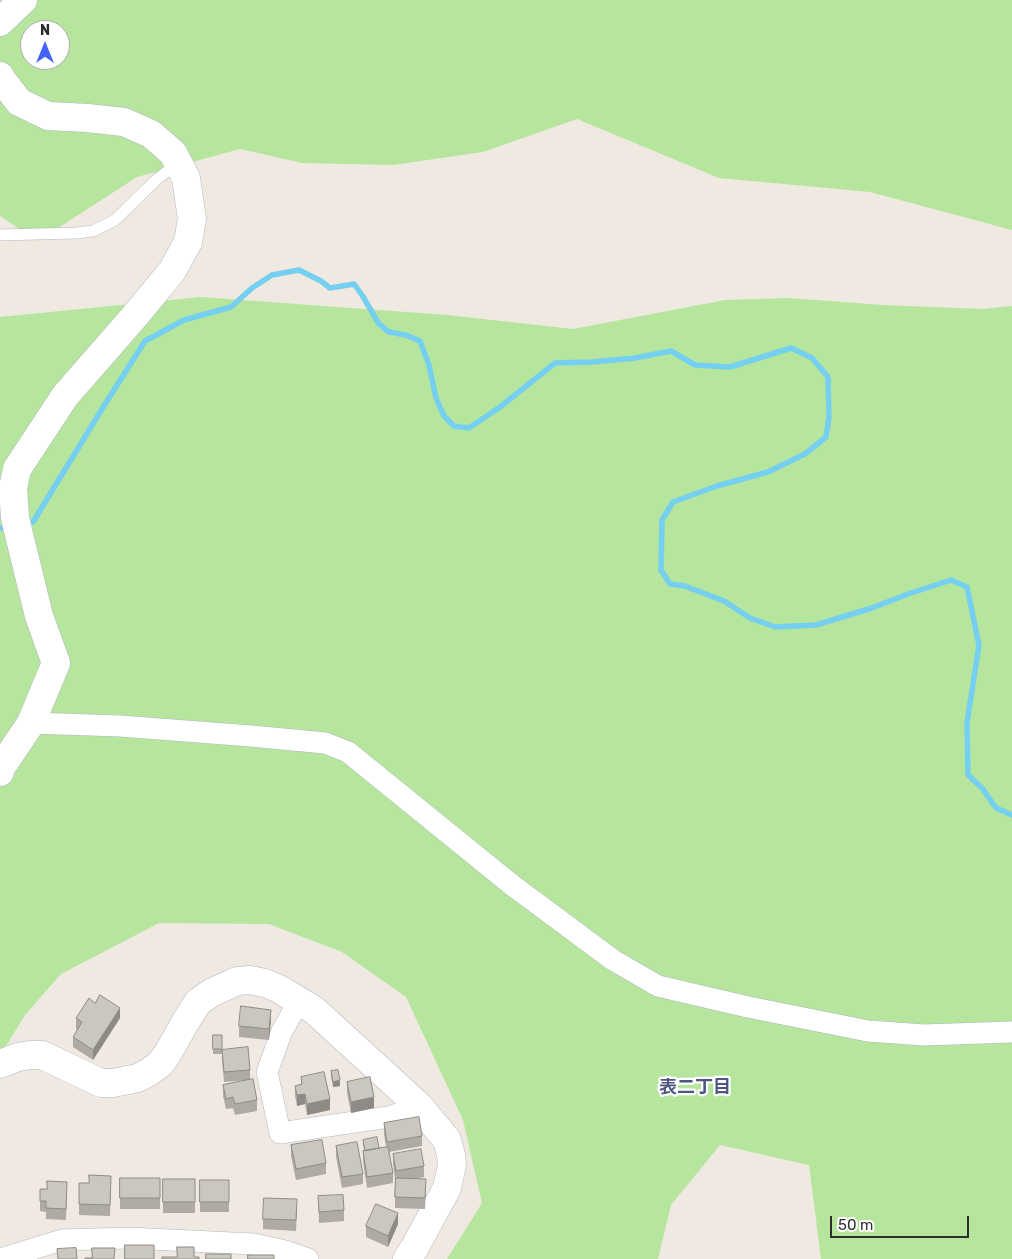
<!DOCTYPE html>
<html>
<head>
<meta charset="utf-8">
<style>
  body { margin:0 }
  #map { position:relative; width:1012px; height:1259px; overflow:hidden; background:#efe9e1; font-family:Rubik,sans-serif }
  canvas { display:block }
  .north { position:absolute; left:20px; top:20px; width:50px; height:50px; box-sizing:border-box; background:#fff; border:1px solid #ababab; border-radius:50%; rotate:0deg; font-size:14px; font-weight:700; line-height:20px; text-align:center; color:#2e2e2e }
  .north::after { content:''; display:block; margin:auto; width:18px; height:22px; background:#4264fb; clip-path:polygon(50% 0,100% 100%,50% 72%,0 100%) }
  .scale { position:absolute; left:830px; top:1216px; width:139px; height:22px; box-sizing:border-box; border:2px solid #2e2e2e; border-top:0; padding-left:6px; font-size:15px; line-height:18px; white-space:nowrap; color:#2e2e2e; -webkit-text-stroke:4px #fff; paint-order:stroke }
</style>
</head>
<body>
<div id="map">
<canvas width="1012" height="1259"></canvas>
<div class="north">N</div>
<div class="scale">50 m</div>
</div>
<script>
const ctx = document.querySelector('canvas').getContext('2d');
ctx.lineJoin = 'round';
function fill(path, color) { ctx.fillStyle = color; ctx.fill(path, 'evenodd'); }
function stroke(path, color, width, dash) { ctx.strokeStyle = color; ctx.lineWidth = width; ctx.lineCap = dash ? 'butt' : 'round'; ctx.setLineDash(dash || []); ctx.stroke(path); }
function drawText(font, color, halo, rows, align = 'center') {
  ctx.font = font + ' Rubik,"Noto Sans JP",sans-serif'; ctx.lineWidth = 4.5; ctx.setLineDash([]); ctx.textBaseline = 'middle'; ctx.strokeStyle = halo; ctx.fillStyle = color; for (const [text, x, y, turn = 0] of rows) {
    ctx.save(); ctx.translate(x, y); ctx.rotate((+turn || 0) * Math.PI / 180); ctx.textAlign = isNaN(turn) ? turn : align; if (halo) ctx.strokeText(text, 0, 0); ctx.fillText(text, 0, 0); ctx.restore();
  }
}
fill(new Path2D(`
  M0,0H1012V230L870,192L719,178L577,119L483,152L393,165L302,163L240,149L137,177L38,241L0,216ZM30,30H60V60H30Z
  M201,297L447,315L573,329L725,300L789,298L882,305L982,309L1012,306V1259H821L809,1165L720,1145L671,1205L658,1259H447L482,1203L463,1120L406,997L342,952L269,924L159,923L61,974L25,1015L0,1056V317Z`), '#b6e59e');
stroke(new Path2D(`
  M33,522L102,409L145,341L184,320L231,307L252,288L272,275L299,270L321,281L330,288L354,284L362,295L379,324L389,332L406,335L420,341L429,365L436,398L444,416L454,426L469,428L500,407L555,363L592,362L635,358L671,351L695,365L730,367L791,348L812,358L828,377L829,417L826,437L805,454L768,472L717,486L673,502L662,520L661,570L670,584L685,586L724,601L750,618L775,627L816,625L872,608L908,594L951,580L967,587L979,645L967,723L968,775L982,788L996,808L1012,815
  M0,528H1`), '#75cff0', 5.5);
const lane = new Path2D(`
  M0,235L76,233L93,231L115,220L156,180L178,163`);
const street = new Path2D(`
  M31,723L120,726L251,736L325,743L348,752L512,885L613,960L658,986L748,1007L868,1031L924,1035L1012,1032
  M299,1001L282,1031L267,1072L280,1133L389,1117L419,1106
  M0,1259L62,1240L128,1238L254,1244L285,1251L308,1259`);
const secondary = new Path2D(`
  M0,22L23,0
  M0,76L2,80L19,102L48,116L87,118L124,122L151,134L173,153L186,178L192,219L188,242L172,271L134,317L65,396L17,469L13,488L15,518L39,616L56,663L31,723L0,769V772
  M0,1064L18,1057L30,1055H42L101,1083H113L138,1078L149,1072L160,1064L168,1053L186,1021L198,1002L211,993L237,981L250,980L265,983L279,989L314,1010L419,1106L447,1140L451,1155L452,1165L447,1188L415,1247L407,1259`);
stroke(lane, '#b4b7c1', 12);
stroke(street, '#b4b7c1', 22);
stroke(secondary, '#b4b7c1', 29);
stroke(lane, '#fff', 11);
stroke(street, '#fff', 21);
stroke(secondary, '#fff', 28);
fill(new Path2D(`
  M76,1018H120L93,1060L73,1047V1037L78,1030L76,1029Z
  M271,1020L269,1040L239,1037V1026Z
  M213,1035H222V1054H213Z
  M222,1050L250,1070V1080L257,1100V1111L235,1115L233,1108L226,1109L223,1096V1085L248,1080L224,1082L222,1060Z
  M331,1071L340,1086L333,1087L331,1076Z
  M301,1077L330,1110L307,1115L305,1104L297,1106L295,1096V1086L301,1084Z
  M347,1082L374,1108L351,1113L347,1093Z
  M384,1123L422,1136V1146L389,1152L393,1173V1183L367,1188L363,1162V1151H364L363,1140L379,1148L386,1147L384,1134Z
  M291,1145L326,1163V1174L296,1180L291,1156Z
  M336,1146L363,1174V1184L342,1188L336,1157Z
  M393,1154L424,1166V1177L414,1179L426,1190L425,1209L395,1208V1179L393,1164Z
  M120,1178H160V1209H120Z
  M163,1179H195V1213H163Z
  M200,1180H229V1212H200Z
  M111,1186L110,1216L79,1215V1204Z
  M40,1189L67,1193L66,1220L46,1219V1212L40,1211Z
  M318,1196L344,1210V1221L319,1223Z
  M297,1210L296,1231L263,1229V1219Z
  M398,1224L388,1247L366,1237V1226Z`), '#afaba4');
fill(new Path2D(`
  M120,1008V1018L93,1060V1050Z
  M271,1010V1020L269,1040V1029Z
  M340,1080V1086L333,1087V1082Z
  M305,1094V1104L297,1106V1095Z
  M374,1097V1108L351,1113V1102Z
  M330,1099V1110L307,1115V1104Z
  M398,1213V1224L388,1247V1236Z`), '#8e8b86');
const building = new Path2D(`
  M100,995L120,1008L93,1050L73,1037L82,1022L76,1018L89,998L95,1003Z
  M241,1006L271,1010L269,1029L239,1026Z
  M213,1035H222V1049H213Z
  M248,1047L250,1070L224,1072L222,1050Z
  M338,1070L340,1080L333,1082L331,1071Z
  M324,1072L330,1099L307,1104L305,1094L297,1095L295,1086L302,1084L301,1077Z
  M370,1077L374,1097L351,1102L347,1082Z
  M253,1079L257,1100L235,1104L233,1097L226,1099L223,1085Z
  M419,1117L422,1136L387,1142L384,1123Z
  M377,1137L379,1148L365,1151L363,1140Z
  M322,1140L326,1163L296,1169L291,1145Z
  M357,1142L363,1174L342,1177L336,1146Z
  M388,1147L393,1173L367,1177L363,1151Z
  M421,1149L424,1166L396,1171L393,1154Z
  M89,1175L111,1176L110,1205L79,1204V1183H89Z
  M120,1178H160V1198H120Z
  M396,1178L426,1179L425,1198L395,1197Z
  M163,1179H195V1202H163Z
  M200,1180H229V1202H200Z
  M47,1181L67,1182L66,1209L46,1208V1201H40V1189H47Z
  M343,1195L344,1210L319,1212L318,1196Z
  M264,1198L297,1199L296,1220L263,1219Z
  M376,1204L398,1213L388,1236L366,1226Z
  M125,1245H154V1259H125Z
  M177,1247H194V1257H199V1259H162V1257H177Z
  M76,1248L77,1259H58L57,1249Z
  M92,1248H115L114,1259H85V1258H92Z
  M206,1254H231V1259H206Z
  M248,1255H274V1259H248Z`);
fill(building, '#cbc7bf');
stroke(building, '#8e8b86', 1);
drawText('bold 18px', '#4d5680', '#fff', [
  ["表二丁目",695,1088]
]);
</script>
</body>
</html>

* * * * *

** Activity **
Go through the listing and copy each line with the string "fillStyle".

** Result of the task **
function fill(path, color) { ctx.fillStyle = color; ctx.fill(path, 'evenodd'); }
  ctx.font = font + ' Rubik,"Noto Sans JP",sans-serif'; ctx.lineWidth = 4.5; ctx.setLineDash([]); ctx.textBaseline = 'middle'; ctx.strokeStyle = halo; ctx.fillStyle = color; for (const [text, x, y, turn = 0] of rows) {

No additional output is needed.